After you've got your developed film negatives back from the lab, it can be easy to forget that film is still affected by heat, light and moisture. You want to take care when archiving your film to maintain its quality over time. Dirt, dust, oil and heat can cause scratches and deterioration. All film should be kept somewhere dry, cool and dark.
Photo from St Paul's Darkroom
Here are some storage solutions that are easy to get hold of and will protect those precious negatives for years to come!
Negative storage pages
Negative storage pages or sleeves will protect your film from dust, scratches and general grime. It also allows you to keep all your negatives organised and together in one place. Because the sleeves are going to be in direct contact with the film it is important to choose negative sleeves that are up to archival standard - look for brands such as Printfile and Kenro.
Photo from Parallax Photographic Coop
Negative storage box
With the hole punched edges, you can just collect up all your negative sleeves and keep them in a ringbinder folder. However, negative storage boxes are specifically made for the long term storage of film, and all materials used are acid free and suitable for archiving. Being able to fully close the lid also prevents dust and light getting in, and these boxes are easily stacked if you begin to build up a collection! Using these storage methods, you can really organise and streamline the process, labelling your film with locations and dates.
These aren't specifically storage solutions, but gloves and an air blower are handy things to own, especially if you are going to be scanning negatives yourself and repeatedly handling film. These items are both cheap and will make a huge difference in preventing oils from your hands or dust settling on your film.
Photo from Parallax Photographic Coop
Let's move on to scanning. We'll be talking you through developing your film at home in a few weeks time, but lots of people prefer dropping film off at the lab to be developed, and then later scanning in the negatives themselves.
Why should you do this?
It's faster, with no need to wait for the lab to get round to your film. It can save you money as well, especially if you frequently get through a lot of rolls. You have creative control - you get to make the decisions on any adjustments and that feeling of being involved across the whole process is really exciting.
What will you need?
Gloves, air blower, scanner, computer and your developed film.
Photo from mrleica.com
Choosing a scanner
This is another case of preference, and having a look at what is available at your price range. The Epson scanners tend to be the more popular, and come highly recommended, but most flatbed scanners will allow you to scan both 35 and 120mm film.
Scanners will come with an accompanying software - this is really straightforward to use, you just need to understand what your different options mean. Try and set up your scanning station somewhere where dust isn't an issue - this will be the bane of your life if you constantly have flecks and dust spots across your scans! Give the film and your scanner a quick clean with the air blower before you begin, then slot your negatives into the film holders, matte side up.

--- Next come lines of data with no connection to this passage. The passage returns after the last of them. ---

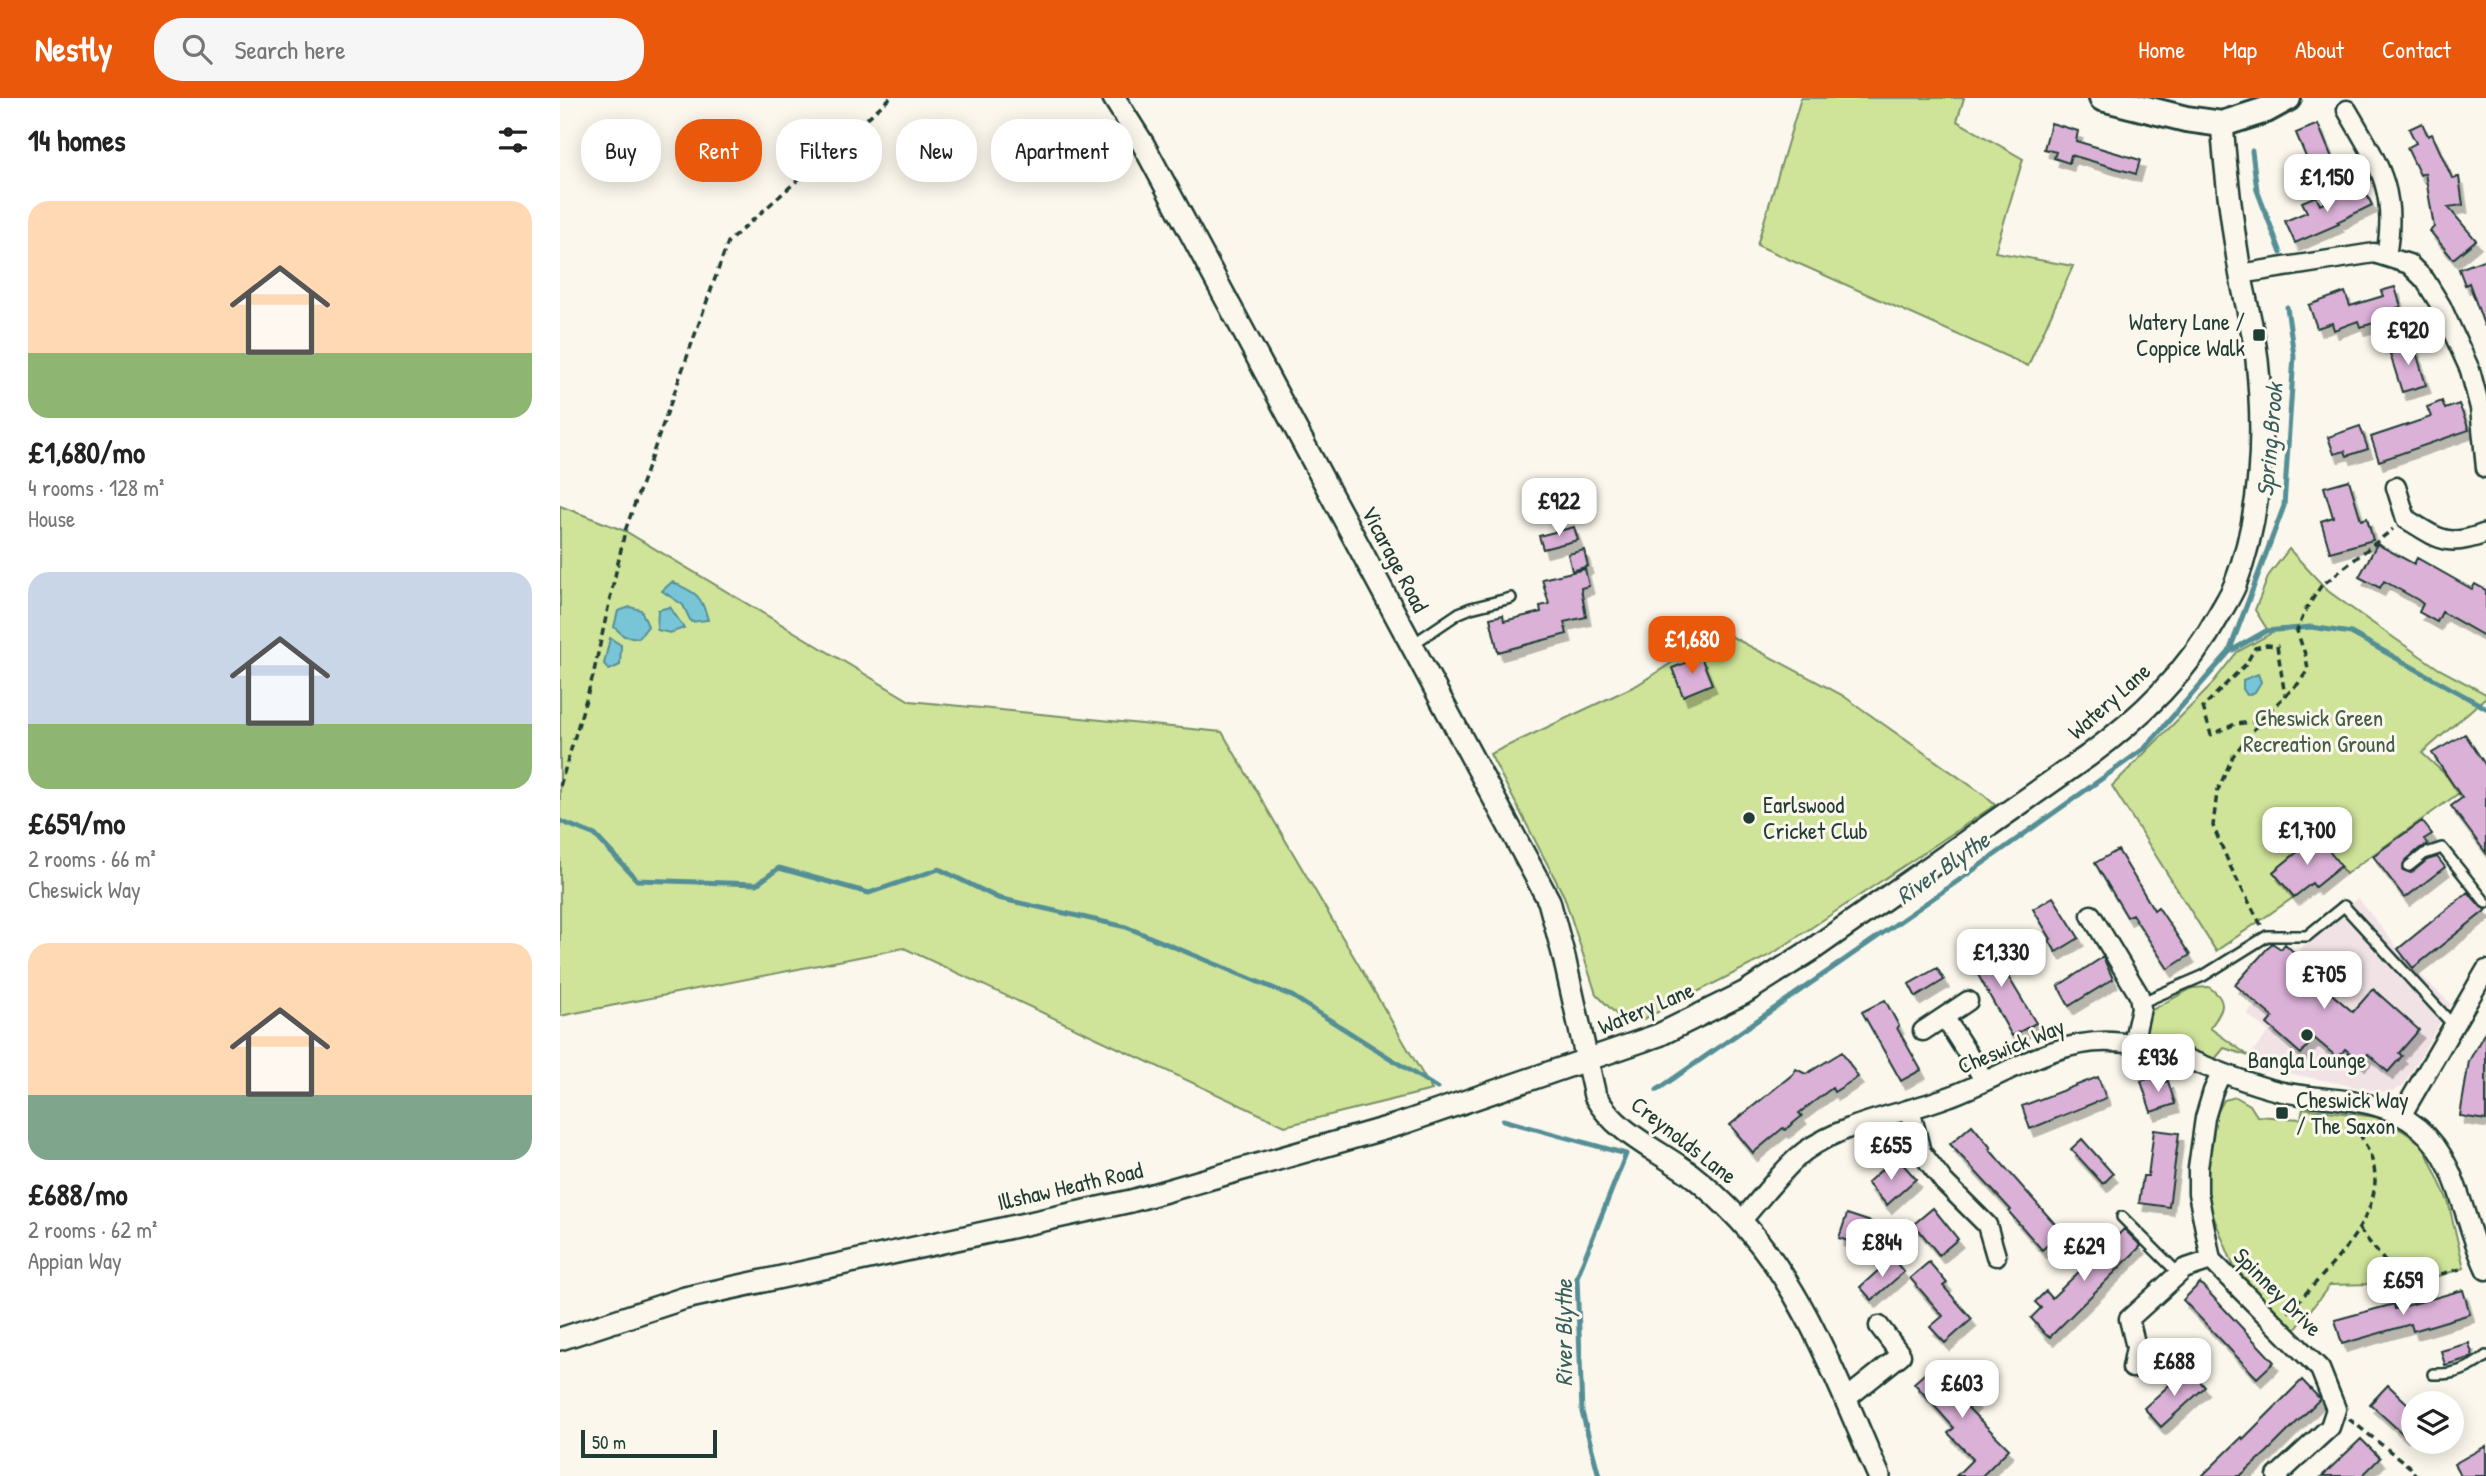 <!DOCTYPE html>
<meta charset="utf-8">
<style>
body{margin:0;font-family:"Patrick Hand",sans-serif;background:#f6f6f6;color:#222;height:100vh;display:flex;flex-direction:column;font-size:26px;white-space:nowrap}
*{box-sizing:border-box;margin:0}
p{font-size:23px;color:#767676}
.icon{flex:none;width:38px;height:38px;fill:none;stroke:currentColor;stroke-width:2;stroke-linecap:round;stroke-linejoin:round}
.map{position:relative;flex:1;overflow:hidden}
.panel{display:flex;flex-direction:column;background:#fff;width:560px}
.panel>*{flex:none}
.banner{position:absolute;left:21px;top:21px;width:665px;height:63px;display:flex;gap:14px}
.buttons{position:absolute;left:1841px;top:1293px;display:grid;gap:14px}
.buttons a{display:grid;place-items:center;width:63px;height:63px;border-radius:50%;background:#fff;box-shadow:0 4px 18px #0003;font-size:35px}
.scale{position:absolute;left:21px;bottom:18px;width:136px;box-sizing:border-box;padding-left:7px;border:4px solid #1f3d34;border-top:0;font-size:19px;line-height:24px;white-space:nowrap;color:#1f3d34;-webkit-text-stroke:5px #fbf7ec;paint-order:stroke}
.price{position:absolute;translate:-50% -60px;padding:0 16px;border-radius:14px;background:#fff;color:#222;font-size:23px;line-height:46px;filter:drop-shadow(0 2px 4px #0008)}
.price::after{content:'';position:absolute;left:50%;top:42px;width:21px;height:16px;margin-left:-10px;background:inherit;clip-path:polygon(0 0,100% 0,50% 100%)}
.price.selected{background:#ea580c;color:#fff}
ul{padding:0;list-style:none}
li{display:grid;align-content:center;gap:14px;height:371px;padding:0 28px}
li span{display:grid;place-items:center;height:217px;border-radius:21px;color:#555}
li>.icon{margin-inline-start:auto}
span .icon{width:126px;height:126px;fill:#fffc;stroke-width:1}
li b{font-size:30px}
h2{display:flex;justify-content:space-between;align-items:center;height:84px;padding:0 28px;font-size:30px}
.pill{padding:0 24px;border-radius:28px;background:#fff;box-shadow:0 4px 18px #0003;font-size:24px;line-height:63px}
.pill.selected{background:#ea580c;color:#fff}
header{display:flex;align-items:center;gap:42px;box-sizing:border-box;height:98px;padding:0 35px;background:#ea580c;color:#fff}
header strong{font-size:33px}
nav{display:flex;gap:38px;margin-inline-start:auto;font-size:24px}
.search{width:490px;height:63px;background:#f6f6f6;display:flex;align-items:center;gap:18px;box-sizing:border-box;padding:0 24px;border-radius:28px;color:#767676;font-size:26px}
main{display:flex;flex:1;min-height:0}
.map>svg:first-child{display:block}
.built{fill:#f1e2e6}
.green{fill:#cfe499;stroke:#779066;stroke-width:2}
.water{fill:#79c5d8;stroke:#558f96;stroke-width:2}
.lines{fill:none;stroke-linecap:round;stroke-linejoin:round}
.stream{stroke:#558f96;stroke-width:5}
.building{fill:#dbb1d8;stroke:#1f3d34;stroke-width:2;filter:url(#shadow)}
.service-casing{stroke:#1f3d34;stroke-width:14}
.minor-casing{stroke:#1f3d34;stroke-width:23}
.tertiary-casing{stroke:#1f3d34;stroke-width:26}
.secondary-casing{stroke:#1f3d34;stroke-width:30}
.path{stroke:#1f3d34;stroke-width:3.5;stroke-dasharray:7 5;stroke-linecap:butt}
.service{stroke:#fbf7ec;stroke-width:9}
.minor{stroke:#fbf7ec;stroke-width:18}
.tertiary{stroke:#fbf7ec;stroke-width:21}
.secondary{stroke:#fbf7ec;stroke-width:24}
.poi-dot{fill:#1f3d34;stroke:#fbf7ec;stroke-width:2.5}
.labels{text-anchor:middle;stroke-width:6;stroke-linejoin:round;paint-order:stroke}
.poi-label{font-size:23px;fill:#1f3d34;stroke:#fbf7ec;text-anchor:start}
.street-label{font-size:23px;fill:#1f3d34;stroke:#fbf7ec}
.park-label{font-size:23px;fill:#425e48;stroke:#fbf7ec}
.water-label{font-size:24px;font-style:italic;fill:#365f5d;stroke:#fbf7ec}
</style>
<header>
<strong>Nestly</strong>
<div class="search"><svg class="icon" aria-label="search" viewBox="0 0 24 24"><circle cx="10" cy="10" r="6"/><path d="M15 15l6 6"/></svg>Search here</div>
<nav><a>Home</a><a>Map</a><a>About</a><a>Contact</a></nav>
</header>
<main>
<section class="panel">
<h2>14 homes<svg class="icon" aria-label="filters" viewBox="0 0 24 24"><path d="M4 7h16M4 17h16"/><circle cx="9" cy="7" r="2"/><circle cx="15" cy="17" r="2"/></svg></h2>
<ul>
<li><span style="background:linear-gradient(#ffd9b3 70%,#8fb573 0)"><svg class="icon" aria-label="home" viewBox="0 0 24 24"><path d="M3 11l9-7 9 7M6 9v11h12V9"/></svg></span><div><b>£1,680/mo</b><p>4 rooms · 128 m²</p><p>House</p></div></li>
<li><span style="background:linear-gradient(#c9d6e8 70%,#8fb573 0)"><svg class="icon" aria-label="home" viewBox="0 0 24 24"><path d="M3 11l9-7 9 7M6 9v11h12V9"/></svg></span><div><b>£659/mo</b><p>2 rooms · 66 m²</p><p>Cheswick Way</p></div></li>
<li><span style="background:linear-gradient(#ffd9b3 70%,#7fa58c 0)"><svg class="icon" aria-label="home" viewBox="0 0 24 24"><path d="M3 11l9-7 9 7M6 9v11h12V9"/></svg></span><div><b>£688/mo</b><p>2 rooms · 62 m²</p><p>Appian Way</p></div></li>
</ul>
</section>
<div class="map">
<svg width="1926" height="1378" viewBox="0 0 1926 1378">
<defs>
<filter id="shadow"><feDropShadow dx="4.5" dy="8" stdDeviation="0" flood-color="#0004"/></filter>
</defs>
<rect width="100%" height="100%" fill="#fbf7ec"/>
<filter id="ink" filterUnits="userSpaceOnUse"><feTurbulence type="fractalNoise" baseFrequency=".0143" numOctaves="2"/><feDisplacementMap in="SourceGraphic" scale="14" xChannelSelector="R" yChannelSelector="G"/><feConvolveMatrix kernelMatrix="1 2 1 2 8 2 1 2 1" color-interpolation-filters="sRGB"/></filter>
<g filter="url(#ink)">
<!-- built -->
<path class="built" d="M1798 800 1853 870 1891 906 1843 988 1828 995 1707 971 1689 958 1709 934 1687 916 1741 850Z"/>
<!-- green -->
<path class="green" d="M1241 0H1404L1397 23 1463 61 1435 154 1513 168 1468 268 1197 147Z
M0 408 65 433 350 603 662 634 872 992 725 1028 344 850 0 918Z
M1729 451 1768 493 1801 517 1879 571 1926 596V599L1862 655 1888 679 1899 695 1786 776 1756 739 1714 773 1734 799 1656 853 1552 688 1647 592 1677 554 1710 536 1695 512 1709 477Z
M1161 533 1282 597 1424 697 1435 707 1212 856 1084 921 1059 919 1036 896 1004 798 930 656 1077 587Z
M1649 889C1670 904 1662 913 1650 930L1689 958 1664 950 1655 961 1586 935 1584 923 1590 913 1632 890Z
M1676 999 1690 1007 1697 1018 1741 1021 1743 1010 1816 1019 1843 1033 1863 1047 1888 1103 1904 1170 1855 1185 1770 1187 1735 1232 1674 1169 1647 1103 1650 1028 1664 1002Z"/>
<!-- water -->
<path class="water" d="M112 484C136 495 141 496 148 522L131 524 123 507 102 493Z
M70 509 81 512 88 528 79 540 64 538 54 529 58 513Z
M110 509 124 530 110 535 97 532 98 512Z
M50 540 61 547 60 567 49 572 44 566Z
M1698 576 1701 584 1695 594 1687 597 1683 591V582Z"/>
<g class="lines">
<!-- stream -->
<path class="stream" d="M1692 53 1697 92 1721 155
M1669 554 1724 408 1734 258 1727 209
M0 723 35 737 77 782 197 786 219 770 309 795 379 771 438 800 566 829 732 898 877 990
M1097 992 1405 778 1585 650 1669 554 1706 533 1751 529 1791 535 1926 610
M943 1022 1066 1056 1017 1179 1022 1314 1039 1378"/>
</g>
<!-- building -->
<path class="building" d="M1491 25 1518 33 1516 43 1580 62 1576 76 1511 57 1509 65 1494 60 1496 54 1484 51Z
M1862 25 1868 38 1872 36 1892 80 1899 79 1903 107 1888 109 1916 142 1893 161 1870 133 1874 129 1865 75 1860 77 1847 50 1856 45 1849 31Z
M1758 26 1775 67 1753 76 1736 35Z
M1802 87 1812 107 1777 124 1779 126 1735 145 1725 123 1747 114 1742 104 1756 98 1760 107Z
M1926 161V226L1924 227 1909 185 1905 187 1899 171Z
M1835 189 1841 209 1836 210 1839 218 1800 229 1798 223 1774 232 1772 225 1757 230 1749 207 1785 194 1790 208 1823 198 1821 193Z
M1852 241 1866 287 1842 294 1830 256 1839 253 1837 246Z
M1882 303 1885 311 1899 306 1909 332 1819 363 1811 339 1871 319 1867 309Z
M1800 328 1808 351 1787 358 1785 353 1774 356 1768 339Z
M1789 382 1801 422 1807 420 1813 442 1770 454 1761 423 1773 419 1764 389Z
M1014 429 1018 442 983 451 979 438Z
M1817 446 1854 466 1857 460 1912 491 1915 486 1926 492V539L1882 514 1877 524 1859 514 1863 506 1858 502 1824 483 1820 490 1799 479Z
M1024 452 1028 468 1012 473 1008 456Z
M1025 471 1029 488 1021 490 1026 519 1004 524 1007 536 938 554 930 520 943 517 944 523 981 514 980 508 989 506 982 481Z
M1141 559 1152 586 1123 598 1112 570Z
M1905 636 1926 668V755L1891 708 1902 700 1872 655Z
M1862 723 1872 736 1864 741 1868 747 1860 750 1845 763 1843 772 1851 775 1867 762 1877 759 1885 769 1845 800 1813 758Z
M1757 738 1781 768 1755 789 1752 785 1734 799 1713 774Z
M1558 752 1594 812 1598 809 1630 857 1608 871 1572 816 1567 819 1535 765Z
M1908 794 1921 809 1926 812 1853 870 1838 851Z
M1493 799 1519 840 1496 854 1489 842 1491 841 1473 811Z
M1427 843 1476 925 1452 938 1406 855Z
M1712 845 1721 851 1725 846 1751 870 1747 875 1793 914 1813 891 1859 932 1839 955 1842 958 1828 974 1808 956 1801 964 1785 951 1778 960 1754 940 1741 956 1707 926 1713 919 1675 887Z
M1543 859 1553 881 1509 908 1498 888Z
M1377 870 1384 882 1356 899 1349 886Z
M1325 902 1339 928 1337 930 1361 972 1341 983 1302 914Z
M1926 932V1022L1900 1018 1909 963Z
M1282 954 1298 979 1274 994 1272 990 1239 1015 1242 1018 1225 1032 1223 1030 1193 1055 1170 1027 1233 976 1236 971 1246 976Z
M1538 979 1546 1000 1470 1031 1462 1008Z
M1594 979 1597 986 1608 983 1615 1006 1591 1014 1581 983Z
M1412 1027 1431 1050 1429 1051 1502 1134 1482 1152 1449 1114 1451 1112 1390 1046Z
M1594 1032 1619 1035 1609 1109 1579 1105 1583 1078H1588Z
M1522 1041 1553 1076 1543 1086 1511 1051Z
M1340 1063 1356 1081 1327 1107 1307 1085 1330 1064 1334 1068Z
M1373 1110 1398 1141 1379 1157 1354 1126Z
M1287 1116 1311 1124 1303 1148 1279 1140Z
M1564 1131 1581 1148 1490 1239 1485 1236 1471 1220 1481 1210 1475 1204 1486 1193 1492 1200 1531 1162 1524 1156 1534 1146 1541 1154Z
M1332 1160 1344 1174 1312 1202 1300 1189Z
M1369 1164 1387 1185 1383 1188 1412 1221 1385 1245 1370 1229 1383 1218 1350 1180Z
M1640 1185 1714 1264 1697 1280 1623 1202Z
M1903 1192 1910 1216 1853 1233 1851 1226 1782 1246 1775 1222 1834 1206 1835 1211Z
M1909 1245 1913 1259 1885 1267 1881 1253Z
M1379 1263 1415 1304 1408 1310 1449 1351 1422 1378H1396L1413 1361 1388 1335 1394 1330 1354 1285Z
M1628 1270 1645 1289 1601 1329 1584 1310Z
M1742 1282 1760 1301 1707 1354 1680 1378H1642L1682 1339 1683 1341Z
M1828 1287 1853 1311V1325L1843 1336 1810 1306Z
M1801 1341 1820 1360 1802 1378H1762Z
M1926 1348V1378H1901L1894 1366Z"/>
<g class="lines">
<!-- service casing -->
<g class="service-casing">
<path id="service" d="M853 546 899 515 911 510 951 500
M1849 768 1864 756 1882 750 1926 805
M1580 905 1643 878 1707 838H1747L1784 808 1893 927
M1562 1119 1619 1176
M1873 1276C1895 1277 1909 1271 1926 1258"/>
</g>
<!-- minor casing -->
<g class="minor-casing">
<path id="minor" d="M1787 12C1819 67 1838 92 1826 158
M1680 176 1814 155 1849 166 1865 182 1881 208 1910 272 1920 310 1926 370
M1836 389 1846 421C1879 441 1887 450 1926 435
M1531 817 1579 897 1581 910 1573 946
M1385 920 1425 983
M1363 933 1408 903
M1661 976 1653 993 1645 1020 1638 1070V1095L1651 1162 1760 1271 1776 1311 1770 1329 1717 1378
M1350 1011 1361 1054 1384 1084 1427 1127 1436 1158
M1841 1018 1926 872
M1181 1123C1200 1102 1224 1069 1245 1053 1288 1023 1340 1017 1388 999 1441 980 1493 941 1552 944 1611 946 1661 980 1718 993 1766 1004 1818 996 1859 1030 1900 1064 1903 1126 1926 1172
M1572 1270 1576 1249 1569 1221 1624 1171 1651 1162
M1286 1301 1341 1257 1319 1228"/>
</g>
<!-- tertiary casing -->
<g class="tertiary-casing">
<path id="tertiary" d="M554 0 583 46 989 803 1004 859 1035 998C1056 1035 1096 1051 1129 1075 1147 1089 1164 1105 1180 1122 1247 1195 1279 1289 1319 1378
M0 1241 125 1200 571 1103 837 1027 1099 937 1184 895 1253 851 1528 658C1581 619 1628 574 1660 515 1665 506 1671 497 1675 487 1702 416 1705 337 1697 262 1694 234 1686 206 1681 179 1672 128 1666 77 1662 26"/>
</g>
<!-- secondary casing -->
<g class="secondary-casing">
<path id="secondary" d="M1542 0 1626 21 1662 26 1706 12 1728 0"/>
</g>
<!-- path -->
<path class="path" d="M1697 627 1693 624 1675 626 1651 637 1643 609 1686 566 1695 550 1707 547 1717 548 1725 598
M0 688 33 578 65 433 168 144 330 0
M1701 827 1671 770 1653 728 1657 694 1673 658 1705 617 1738 586 1748 572 1746 559 1737 533 1746 511 1761 488 1833 431
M1799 1131 1835 1176 1847 1185 1904 1170
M1728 1214C1760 1179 1824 1122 1814 1070 1811 1053 1799 1037 1793 1021
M1789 1321 1850 1369 1856 1378"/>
<!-- service -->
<use href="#service" class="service"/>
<!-- minor -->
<use href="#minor" class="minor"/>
<!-- tertiary -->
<use href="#tertiary" class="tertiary"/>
<!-- secondary -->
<use href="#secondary" class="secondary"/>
</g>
</g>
<!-- markers -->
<g class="poi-dot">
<rect x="1692" y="230" width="14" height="14" rx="3.5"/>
<circle cx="1189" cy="720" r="7"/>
<circle cx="1747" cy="937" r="7"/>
<rect x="1715" y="1008" width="14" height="14" rx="3.5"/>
</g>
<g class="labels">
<!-- poi labels -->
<g class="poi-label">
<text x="1685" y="232" text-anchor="end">Watery Lane /<tspan x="1685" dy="26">Coppice Walk</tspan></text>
<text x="1203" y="715">Earlswood<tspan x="1203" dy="26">Cricket Club</tspan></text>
<text x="1747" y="970" text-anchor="middle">Bangla Lounge</text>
<text x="1736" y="1010">Cheswick Way<tspan x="1736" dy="26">/ The Saxon</tspan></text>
</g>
<!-- street labels -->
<g class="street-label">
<text transform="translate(835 461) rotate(62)" y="8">Vicarage Road</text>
<text transform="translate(1549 603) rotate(-42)" y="8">Watery Lane</text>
<text transform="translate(1086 910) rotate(-23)" y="8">Watery Lane</text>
<text transform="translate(1451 948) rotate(-22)" y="8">Cheswick Way</text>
<text transform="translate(1124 1042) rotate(38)" y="8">Creynolds Lane</text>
<text transform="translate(510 1088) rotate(-13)" y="8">Illshaw Heath Road</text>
<text transform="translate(1718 1194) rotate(45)" y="8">Spinney Drive</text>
</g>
<!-- park labels -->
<g class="park-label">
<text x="1759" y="628">Cheswick Green<tspan x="1759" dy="26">Recreation Ground</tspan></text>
</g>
<!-- water labels -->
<g class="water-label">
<text transform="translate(1710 342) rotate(-85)" y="8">Spring Brook</text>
<text transform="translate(1383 770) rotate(-35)" y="8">River Blythe</text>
<text transform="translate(1004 1235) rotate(-90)" y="8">River Blythe</text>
</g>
</g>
</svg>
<div class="buttons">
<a><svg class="icon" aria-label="layers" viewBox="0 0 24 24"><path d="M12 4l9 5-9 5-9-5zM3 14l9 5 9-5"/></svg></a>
</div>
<div class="scale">50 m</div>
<b class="price" style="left:1767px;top:116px">£1,150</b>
<b class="price" style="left:1848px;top:269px">£920</b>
<b class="price" style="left:999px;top:440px">£922</b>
<b class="price selected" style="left:1132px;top:578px">£1,680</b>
<b class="price" style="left:1747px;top:769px">£1,700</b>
<b class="price" style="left:1441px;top:891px">£1,330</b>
<b class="price" style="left:1764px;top:913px">£705</b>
<b class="price" style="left:1598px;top:996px">£936</b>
<b class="price" style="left:1331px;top:1084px">£655</b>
<b class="price" style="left:1322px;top:1181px">£844</b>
<b class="price" style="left:1524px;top:1185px">£629</b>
<b class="price" style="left:1843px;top:1219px">£659</b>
<b class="price" style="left:1614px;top:1300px">£688</b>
<b class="price" style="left:1402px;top:1322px">£603</b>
<div class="banner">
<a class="pill">Buy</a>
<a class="pill selected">Rent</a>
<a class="pill">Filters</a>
<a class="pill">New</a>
<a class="pill">Apartment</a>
</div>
</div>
</main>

Photo taken from King Jvpes video
There are a few options to select once you've loaded up the scanning software - make sure you've selected film scanning. For image type, its 24 bit colour (for colour photos) or 16 bit grayscale (for black and white). Resolution really depends on what you're planning on using the final scans for. If you're planning on creating a big print, go for a larger resolution, but bear in mind this will take longer to scan. For smaller prints and for online uploads, anything between 1200 dpi and 2400 dpi will be fine.
Some scanners give you the option for additional adjustments - this is all down to preference and they usually give a preview of what effects this will cause, so have a cycle through these options to decide whether you want to use any of the features.
Photo from Casual Photophile
Another option to bear in mind when it comes to saving out your scans is file type. JPEGs are compressed, so will give you a smaller file size but with slightly less detail. TIFFs are bigger but contain much more detail. JPEGs are perfectly fine to use but if you have a hard drive and the space to store much larger files, you might want to save your scans out as TIFFs.
The motto of film photography is practice, practice, practice, so don't worry if it takes you a little bit of time to get the hang of scanning your negatives in - remember you can always edit and tweak your final photos later in Lightroom or Photoshop!